Disputes continue - even after 'agreement'

Dick Murray12 April 2012

Last October a series of strikes on the Tube was called off when, with hours to go, union leaders thought they had reached a deal on pay rates for passenger train drivers.

They had been involved for months in a pay row between the drivers of passenger trains - who earn £29,000 - and the drivers of engineering trains - who are on £33,000 - and this dispute continues today.

The union was claiming an increase of £1,600 to close the gap, according to London Underground. This amounted to an extra 5.7 per cent. Taken together with the four per cent increase awarded to all 16,000 LU employees the total rise for passenger train drivers came to 9.7 per cent.

Bob Crow, RMT assistant general secretary, said at the time: "We have always accepted in full the recommendation of independent mediator Frank Burchill on pay and conditions and we are pleased that LU has now seen sense and agreed to do the same. Professor Burchill recommended a timetable to deal with the pay differential between engineering train drivers and passenger train drivers and LU has agreed to that - with parity likely to be phased in from April, with full parity by October 2002."

Within hours LU denied it had agreed any such thing.

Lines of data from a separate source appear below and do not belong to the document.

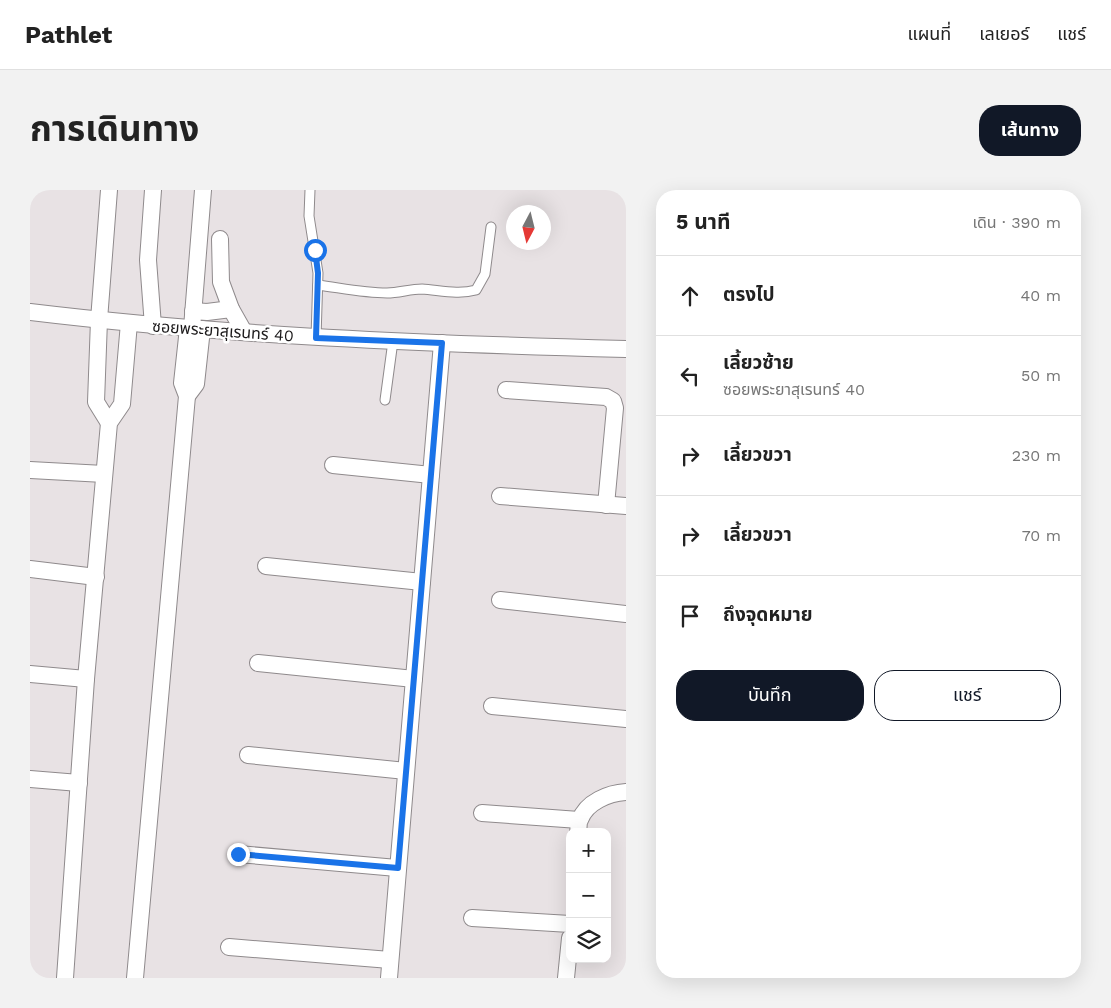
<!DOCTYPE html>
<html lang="th">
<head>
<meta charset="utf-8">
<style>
  body { margin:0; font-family:"Work Sans","Noto Sans Thai",sans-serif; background:#f2f2f2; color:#222 }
  .controls { position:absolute; right:15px; bottom:15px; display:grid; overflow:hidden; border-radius:10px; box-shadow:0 5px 20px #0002 }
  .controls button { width:45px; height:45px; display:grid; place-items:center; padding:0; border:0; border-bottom:1px solid #e0e0e0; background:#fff; color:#222; font:25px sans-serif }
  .compass { position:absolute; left:476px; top:15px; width:45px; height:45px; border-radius:50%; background:#fff; box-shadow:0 5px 20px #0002; rotate:187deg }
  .stop { position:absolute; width:15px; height:15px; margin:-11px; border:4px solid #1a73e8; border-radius:50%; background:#fff }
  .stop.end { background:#1a73e8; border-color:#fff; box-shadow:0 1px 5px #0008 }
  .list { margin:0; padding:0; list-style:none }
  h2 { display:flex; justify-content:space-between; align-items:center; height:65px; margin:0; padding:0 20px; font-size:21px }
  h2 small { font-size:16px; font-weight:400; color:#767676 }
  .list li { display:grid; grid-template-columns:32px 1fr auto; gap:15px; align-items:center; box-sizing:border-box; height:80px; padding:0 20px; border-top:1px solid #e0e0e0 }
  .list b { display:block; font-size:19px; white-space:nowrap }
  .list p { margin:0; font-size:16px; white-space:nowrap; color:#767676 }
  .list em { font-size:16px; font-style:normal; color:#767676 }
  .actions { display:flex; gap:10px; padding:15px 20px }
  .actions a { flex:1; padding:11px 0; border:1px solid #111827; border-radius:20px; text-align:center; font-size:18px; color:#111827 }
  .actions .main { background:#111827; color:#fff }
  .icon { flex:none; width:28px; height:28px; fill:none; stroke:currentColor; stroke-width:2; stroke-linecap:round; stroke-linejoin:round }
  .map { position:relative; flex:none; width:596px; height:788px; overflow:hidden; border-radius:20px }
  header { display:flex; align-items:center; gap:30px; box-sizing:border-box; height:70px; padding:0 25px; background:#fff; border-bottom:1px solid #e0e0e0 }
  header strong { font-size:24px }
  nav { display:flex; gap:28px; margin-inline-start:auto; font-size:18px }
  .intro { display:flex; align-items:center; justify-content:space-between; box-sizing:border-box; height:120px; padding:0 30px }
  h1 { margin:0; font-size:35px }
  .button { padding:12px 22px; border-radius:20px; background:#111827; color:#fff; font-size:18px; font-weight:700 }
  main { display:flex; gap:30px; padding:0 30px }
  aside { flex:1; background:#fff; border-radius:20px; box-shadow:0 5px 20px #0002 }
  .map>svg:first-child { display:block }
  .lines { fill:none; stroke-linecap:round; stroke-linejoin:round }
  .service-casing { stroke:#8f8a8c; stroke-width:11 }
  .minor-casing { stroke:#8f8a8c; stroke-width:18 }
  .service { stroke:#fff; stroke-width:9 }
  .minor { stroke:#fff; stroke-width:16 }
  .route { stroke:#1a73e8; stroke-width:6 }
  .labels { text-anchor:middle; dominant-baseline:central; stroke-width:5; stroke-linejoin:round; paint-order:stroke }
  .street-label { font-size:16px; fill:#1b191a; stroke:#fff }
</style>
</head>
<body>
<header>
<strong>Pathlet</strong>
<nav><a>แผนที่</a><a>เลเยอร์</a><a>แชร์</a></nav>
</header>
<div class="intro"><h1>การเดินทาง</h1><a class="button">เส้นทาง</a></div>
<main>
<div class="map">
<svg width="596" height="788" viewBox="0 0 596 788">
  <rect width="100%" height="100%" fill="#e8e2e4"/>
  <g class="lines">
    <defs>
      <g id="service">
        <polyline points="280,0 279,26 288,83 286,148"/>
        <path d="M288,95C311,98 334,103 357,103C369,103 380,99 392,99C409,100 428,105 446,100L455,84L461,37"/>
        <polyline points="355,210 363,151"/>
      </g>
      <g id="minor">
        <polyline points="123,0 118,70 123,136"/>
        <polyline points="190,49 191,92 201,119 214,142"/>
        <polyline points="163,121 177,122 201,119"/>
        <path d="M0,122C198,146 397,154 596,159"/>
        <polyline points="162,138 173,0"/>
        <polyline points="476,200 576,207 583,211 585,218 576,315"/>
        <polyline points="157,206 166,194 172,139"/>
        <polyline points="79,233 66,212 69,130 79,0"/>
        <polyline points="303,275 401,285"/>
        <polyline points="0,280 74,284"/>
        <polyline points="470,306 596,316"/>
        <polyline points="236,376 392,392"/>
        <polyline points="0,379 66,387"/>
        <polyline points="470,410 596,424"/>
        <polyline points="228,473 384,489"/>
        <polyline points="0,484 56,489"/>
        <polyline points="462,516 596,529"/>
        <polyline points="218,565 376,581"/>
        <polyline points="0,589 49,593"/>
        <polyline points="452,623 549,630"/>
        <path d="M548,642C549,638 548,633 550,630C556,612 579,603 596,602"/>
        <polyline points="208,664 367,678"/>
        <polyline points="442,728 540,734"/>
        <polyline points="199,757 360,770"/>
        <polyline points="35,788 56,489 79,233 92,214 99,133"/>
        <polyline points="105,788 157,206 152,193 158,138"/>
        <polyline points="359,788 412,153"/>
        <polyline points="536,788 540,748"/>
      </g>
    </defs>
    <use href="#service" class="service-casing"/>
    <use href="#minor" class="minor-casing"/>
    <use href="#service" class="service"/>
    <use href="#minor" class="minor"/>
  </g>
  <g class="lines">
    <polyline class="route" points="208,664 368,678 412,153 286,148 288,83 285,60"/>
  </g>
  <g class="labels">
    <g class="street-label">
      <text transform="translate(193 141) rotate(4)">ซอยพระยาสุเรนทร์ 40</text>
    </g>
  </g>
</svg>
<div class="controls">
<button>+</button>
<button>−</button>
<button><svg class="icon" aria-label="layers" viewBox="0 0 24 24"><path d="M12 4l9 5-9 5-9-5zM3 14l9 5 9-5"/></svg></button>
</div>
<svg class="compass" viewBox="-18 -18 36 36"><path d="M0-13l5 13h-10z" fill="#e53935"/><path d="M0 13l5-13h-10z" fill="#767676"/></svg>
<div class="stop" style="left:285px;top:60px"></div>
<div class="stop end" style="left:208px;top:664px"></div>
</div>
<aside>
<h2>5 นาที<small>เดิน · 390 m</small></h2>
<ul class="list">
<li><svg class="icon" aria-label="ahead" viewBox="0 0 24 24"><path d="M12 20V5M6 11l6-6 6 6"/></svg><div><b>ตรงไป</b></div><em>40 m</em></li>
<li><svg class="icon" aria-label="left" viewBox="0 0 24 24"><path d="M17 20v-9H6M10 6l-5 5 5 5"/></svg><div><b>เลี้ยวซ้าย</b><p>ซอยพระยาสุเรนทร์ 40</p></div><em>50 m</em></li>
<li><svg class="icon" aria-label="right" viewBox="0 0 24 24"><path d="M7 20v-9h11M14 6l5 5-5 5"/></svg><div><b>เลี้ยวขวา</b></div><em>230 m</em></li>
<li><svg class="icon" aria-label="right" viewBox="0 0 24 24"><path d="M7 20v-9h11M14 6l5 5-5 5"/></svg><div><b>เลี้ยวขวา</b></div><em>70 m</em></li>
<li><svg class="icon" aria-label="arrive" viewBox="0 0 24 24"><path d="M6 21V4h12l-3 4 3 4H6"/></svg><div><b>ถึงจุดหมาย</b></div></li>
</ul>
<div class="actions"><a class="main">บันทึก</a><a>แชร์</a></div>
</aside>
</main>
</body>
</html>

As the Evening Standard revealed the next day, Tube commuters still faced the risk of yet more strikes.

At the time an LU spokeswoman said: "Bob Crow has got it wrong. We have not agreed with RMT, or anybody else, a 9.7 per cent pay increase for train drivers.

"We have done what we said we were going to do. That is to give a four per cent increase to all employees and then to review whether or not there are any anomalies in pay for drivers. That is what was recommended by the mediator."

The spokeswoman emphasised that there was "no commitment by this management to pay a penny more than four per cent to anyone".